(GFR Media)

Apart from the economic crisis the Island is going through, the fiscal problems in the municipalities are due to the fact that, until quite recently, the financing structures did not force city councils to manage their resources in an accurate way. 

In other words, a municipality on the verge of bankruptcy got more or less the equal treatment than one with a solid fiscal health, due to the fact that the financing, mostly provided by the Government Development Bank (GDB), did not leave much margin to render real accounts. 

The high dependency levels that some towns maintain with the transferences they get from the State are added to this.

 According to Arnaldo Cruz, from the Center for Integrity in Public Policy (CIPP), at least 30 municipalities received over 40% of their incomes from the central government for the financial year of 2016. 

That dependency exists because many municipalities do not have a contributory base that allows them to keep their operations. 

However, a lot of this is changing. The central government, for instance, is currently eliminating a significant share of the municipalities money transfers. Municipalities will get $350 million less for the fiscal year 2019.  

In the same way, the serious cash flow problems faced by the Government Development Bank (GDB) have narrowed the  possibilities of municipalities to get financing as they did in the past. 

But, according to Cruz, this is not enough. He pointed out that in the future the municipal loans system must take the financial health of municipalities into account. 

An example of this would be if the interest rates of towns will reflect the risk of the investment, in a way that there is a concrete consequence of the bad administration of municipal resources. 

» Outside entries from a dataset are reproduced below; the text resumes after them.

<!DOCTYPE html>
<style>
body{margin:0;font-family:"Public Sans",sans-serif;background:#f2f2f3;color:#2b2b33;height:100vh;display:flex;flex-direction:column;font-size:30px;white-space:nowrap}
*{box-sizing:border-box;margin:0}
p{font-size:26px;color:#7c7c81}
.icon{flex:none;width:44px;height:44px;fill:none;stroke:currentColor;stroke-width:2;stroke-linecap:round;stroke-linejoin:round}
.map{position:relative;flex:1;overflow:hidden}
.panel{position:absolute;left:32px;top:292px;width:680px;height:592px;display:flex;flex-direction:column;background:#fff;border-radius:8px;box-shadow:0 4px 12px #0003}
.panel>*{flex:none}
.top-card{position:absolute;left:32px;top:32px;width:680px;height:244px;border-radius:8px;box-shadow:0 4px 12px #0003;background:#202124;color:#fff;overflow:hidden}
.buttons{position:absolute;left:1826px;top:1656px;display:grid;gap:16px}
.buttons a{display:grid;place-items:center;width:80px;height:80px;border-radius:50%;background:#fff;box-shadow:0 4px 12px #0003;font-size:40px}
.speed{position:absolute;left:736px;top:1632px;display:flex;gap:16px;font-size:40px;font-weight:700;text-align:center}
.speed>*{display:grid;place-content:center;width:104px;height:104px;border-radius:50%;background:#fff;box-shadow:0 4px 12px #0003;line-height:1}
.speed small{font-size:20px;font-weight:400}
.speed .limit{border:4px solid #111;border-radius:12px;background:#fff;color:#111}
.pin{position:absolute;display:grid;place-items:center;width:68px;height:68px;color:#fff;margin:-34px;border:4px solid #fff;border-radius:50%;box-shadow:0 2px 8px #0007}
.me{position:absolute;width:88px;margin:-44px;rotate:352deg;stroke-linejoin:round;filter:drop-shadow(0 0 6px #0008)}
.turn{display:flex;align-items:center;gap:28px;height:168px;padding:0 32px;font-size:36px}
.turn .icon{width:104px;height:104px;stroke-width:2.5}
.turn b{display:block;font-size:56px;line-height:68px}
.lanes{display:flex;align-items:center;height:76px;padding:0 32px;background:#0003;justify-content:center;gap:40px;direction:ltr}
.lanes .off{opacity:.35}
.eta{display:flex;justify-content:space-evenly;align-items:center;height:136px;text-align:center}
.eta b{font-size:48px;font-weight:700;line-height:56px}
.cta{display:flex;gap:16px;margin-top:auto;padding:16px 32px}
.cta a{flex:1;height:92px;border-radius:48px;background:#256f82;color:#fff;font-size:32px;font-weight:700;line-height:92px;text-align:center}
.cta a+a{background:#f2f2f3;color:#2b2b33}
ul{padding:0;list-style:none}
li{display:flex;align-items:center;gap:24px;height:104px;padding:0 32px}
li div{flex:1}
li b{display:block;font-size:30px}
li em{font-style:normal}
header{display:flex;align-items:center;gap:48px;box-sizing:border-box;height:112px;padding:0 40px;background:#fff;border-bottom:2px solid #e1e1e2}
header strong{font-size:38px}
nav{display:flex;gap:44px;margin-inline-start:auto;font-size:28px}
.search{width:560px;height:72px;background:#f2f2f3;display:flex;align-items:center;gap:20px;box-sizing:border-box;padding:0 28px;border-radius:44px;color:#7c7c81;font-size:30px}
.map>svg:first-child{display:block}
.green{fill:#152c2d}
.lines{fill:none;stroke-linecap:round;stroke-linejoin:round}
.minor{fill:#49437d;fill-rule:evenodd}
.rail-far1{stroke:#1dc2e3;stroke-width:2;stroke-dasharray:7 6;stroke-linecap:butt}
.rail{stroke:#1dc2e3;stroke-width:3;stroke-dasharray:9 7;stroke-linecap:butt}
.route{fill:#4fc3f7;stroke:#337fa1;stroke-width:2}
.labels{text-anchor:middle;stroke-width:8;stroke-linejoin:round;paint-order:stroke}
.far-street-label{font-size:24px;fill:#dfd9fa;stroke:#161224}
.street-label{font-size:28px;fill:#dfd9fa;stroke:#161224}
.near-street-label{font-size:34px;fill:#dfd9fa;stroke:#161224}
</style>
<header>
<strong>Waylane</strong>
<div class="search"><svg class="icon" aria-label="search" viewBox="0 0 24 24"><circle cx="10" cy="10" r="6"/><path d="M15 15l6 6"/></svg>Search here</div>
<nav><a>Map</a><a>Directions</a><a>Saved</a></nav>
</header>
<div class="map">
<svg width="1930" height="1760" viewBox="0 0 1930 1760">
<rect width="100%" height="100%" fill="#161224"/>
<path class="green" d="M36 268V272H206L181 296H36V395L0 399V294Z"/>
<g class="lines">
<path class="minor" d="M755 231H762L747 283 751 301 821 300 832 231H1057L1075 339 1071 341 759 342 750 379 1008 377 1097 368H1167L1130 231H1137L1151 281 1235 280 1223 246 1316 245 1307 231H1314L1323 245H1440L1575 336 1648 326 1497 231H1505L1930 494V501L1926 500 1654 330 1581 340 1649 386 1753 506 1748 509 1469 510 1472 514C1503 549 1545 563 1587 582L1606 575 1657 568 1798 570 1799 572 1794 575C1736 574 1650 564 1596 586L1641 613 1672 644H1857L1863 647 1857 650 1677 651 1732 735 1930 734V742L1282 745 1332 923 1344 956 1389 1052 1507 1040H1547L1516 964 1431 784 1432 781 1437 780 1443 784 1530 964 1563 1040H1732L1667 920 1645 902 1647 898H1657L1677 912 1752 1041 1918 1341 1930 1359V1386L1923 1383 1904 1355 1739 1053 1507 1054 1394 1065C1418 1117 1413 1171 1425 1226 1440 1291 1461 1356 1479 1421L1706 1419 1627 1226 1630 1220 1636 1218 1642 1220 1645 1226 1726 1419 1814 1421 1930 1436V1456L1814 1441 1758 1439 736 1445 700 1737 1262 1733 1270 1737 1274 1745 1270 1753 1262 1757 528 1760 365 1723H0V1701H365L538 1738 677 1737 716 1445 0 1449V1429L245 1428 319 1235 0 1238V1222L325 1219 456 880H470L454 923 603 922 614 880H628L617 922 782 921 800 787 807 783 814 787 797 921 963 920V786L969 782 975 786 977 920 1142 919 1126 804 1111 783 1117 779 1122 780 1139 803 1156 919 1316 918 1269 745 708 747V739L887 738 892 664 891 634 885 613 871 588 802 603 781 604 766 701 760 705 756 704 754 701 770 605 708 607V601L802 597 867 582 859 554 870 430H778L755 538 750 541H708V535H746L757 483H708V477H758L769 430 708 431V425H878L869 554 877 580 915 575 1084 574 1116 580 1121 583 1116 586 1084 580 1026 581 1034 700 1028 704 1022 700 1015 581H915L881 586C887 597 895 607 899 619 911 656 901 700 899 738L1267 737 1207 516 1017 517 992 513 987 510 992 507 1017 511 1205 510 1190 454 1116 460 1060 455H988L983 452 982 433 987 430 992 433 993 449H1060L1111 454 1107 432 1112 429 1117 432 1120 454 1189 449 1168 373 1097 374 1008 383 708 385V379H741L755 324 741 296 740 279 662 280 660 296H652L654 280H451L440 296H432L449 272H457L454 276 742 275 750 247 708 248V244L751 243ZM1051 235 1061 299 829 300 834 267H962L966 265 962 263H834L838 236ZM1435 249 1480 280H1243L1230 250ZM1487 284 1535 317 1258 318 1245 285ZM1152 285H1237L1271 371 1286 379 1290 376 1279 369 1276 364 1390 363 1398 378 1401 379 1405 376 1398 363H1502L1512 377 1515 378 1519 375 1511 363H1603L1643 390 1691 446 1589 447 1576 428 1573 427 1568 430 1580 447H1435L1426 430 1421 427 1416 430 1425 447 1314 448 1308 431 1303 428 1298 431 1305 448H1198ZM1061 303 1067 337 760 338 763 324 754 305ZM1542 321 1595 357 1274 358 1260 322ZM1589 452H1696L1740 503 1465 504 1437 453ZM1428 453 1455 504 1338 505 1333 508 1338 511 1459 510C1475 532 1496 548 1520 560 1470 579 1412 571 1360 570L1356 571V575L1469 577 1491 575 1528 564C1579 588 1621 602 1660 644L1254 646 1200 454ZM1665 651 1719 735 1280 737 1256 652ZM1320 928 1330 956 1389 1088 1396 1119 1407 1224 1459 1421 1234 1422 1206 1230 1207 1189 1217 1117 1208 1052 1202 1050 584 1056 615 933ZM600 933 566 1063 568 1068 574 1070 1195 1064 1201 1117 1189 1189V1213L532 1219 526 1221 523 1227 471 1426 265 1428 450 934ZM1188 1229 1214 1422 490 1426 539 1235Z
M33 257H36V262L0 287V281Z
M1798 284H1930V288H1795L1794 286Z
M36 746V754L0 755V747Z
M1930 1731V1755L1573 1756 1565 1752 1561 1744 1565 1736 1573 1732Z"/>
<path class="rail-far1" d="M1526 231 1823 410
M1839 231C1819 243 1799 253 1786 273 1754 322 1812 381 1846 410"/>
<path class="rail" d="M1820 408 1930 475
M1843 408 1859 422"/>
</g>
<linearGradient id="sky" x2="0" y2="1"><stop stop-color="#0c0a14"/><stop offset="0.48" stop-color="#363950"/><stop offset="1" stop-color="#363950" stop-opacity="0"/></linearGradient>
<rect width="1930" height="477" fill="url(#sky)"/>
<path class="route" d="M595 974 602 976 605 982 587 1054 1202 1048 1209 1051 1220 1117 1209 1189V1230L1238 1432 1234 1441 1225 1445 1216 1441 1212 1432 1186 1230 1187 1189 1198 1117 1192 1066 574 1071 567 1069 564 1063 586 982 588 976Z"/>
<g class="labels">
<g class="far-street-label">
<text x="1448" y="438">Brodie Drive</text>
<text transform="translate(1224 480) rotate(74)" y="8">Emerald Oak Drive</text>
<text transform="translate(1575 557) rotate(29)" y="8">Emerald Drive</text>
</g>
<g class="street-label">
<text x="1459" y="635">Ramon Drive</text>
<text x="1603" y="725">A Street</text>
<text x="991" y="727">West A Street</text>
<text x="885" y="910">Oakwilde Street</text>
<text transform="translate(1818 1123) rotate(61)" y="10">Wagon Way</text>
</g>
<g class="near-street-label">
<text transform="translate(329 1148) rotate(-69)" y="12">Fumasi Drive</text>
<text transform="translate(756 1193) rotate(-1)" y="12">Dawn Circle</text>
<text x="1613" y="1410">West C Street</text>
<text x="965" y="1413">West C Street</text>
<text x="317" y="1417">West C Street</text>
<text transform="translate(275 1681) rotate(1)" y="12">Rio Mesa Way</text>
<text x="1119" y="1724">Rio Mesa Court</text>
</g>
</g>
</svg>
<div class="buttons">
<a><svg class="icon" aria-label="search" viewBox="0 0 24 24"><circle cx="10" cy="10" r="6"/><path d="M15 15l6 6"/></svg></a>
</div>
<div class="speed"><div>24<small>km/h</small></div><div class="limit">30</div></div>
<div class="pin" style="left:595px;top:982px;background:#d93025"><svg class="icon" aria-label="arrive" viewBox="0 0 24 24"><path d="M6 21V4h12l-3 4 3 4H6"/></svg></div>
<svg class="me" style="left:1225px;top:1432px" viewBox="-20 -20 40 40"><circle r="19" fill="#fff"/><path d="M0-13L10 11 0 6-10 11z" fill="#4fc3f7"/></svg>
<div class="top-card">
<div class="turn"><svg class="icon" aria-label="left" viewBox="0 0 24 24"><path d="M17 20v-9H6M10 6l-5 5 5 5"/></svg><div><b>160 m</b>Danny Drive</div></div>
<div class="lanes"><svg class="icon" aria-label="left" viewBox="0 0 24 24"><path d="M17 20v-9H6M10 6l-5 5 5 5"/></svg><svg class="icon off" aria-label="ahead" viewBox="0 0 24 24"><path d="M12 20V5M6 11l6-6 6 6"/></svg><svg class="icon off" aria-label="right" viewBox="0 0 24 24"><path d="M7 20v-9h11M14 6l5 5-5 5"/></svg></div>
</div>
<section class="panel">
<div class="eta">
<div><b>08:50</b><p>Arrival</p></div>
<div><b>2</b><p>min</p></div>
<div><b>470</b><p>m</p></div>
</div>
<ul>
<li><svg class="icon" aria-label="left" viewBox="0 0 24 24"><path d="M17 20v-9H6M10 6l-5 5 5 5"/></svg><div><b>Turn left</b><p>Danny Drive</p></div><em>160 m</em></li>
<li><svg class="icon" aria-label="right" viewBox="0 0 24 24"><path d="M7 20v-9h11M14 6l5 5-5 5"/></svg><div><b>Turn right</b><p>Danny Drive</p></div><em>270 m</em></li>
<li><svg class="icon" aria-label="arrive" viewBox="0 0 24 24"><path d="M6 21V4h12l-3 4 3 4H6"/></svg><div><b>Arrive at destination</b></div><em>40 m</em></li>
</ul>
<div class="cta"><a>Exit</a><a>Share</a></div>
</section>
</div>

This sort of financing is common in the private sector, remarked Cruz. In fact, he claimed that, in the future, the creation of a local municipal bonds market should be considered, so that the central government will not be the loan provider of municipalities, but the private sector.  

“What there used to be was an artificial model that allowed  municipalities to make projects, like aquatic parks, convention centers or courts, without counting on the resources to sustain them and without the capacity to make additional incomes. Therefore, they end up paying those buildings with municipal funds and, in order to pay the payroll, they end up asking for money”, said Cruz. 

The cash shortfalls in municipalities, caused by the poor access to loans and high levels of the dependency on the central government, are being taking care of with a series of contributory impositions. Some towns, like Cabo Rojo and Arecibo, for instance, have opted to start charging for the garbage collection and others, like San Juan, San Lorenzo and Caguas, have decreed increases in municipal patents.  

Similar increases will probably get to small towns by the fiscal year  2019, when the cuts in state transfers affects them, as stated in the certified Fiscal Plan. 

In some instances, the tax increase would not be enough, since the contributory base of a municipality is not enough to maintain operations. 

As reported by Cruz, the solution is to consolidate municipal functions, whether it is by using the consortiums model or by creating new administrative structures that will take the tax base needed to maintain a local operation solvent into account. 

"Right now, we have a disarticulated policy that creates problems with 78 types of taxes, 78 mayors offices, 78 legal divisions, 78 human resources offices" , he claimed.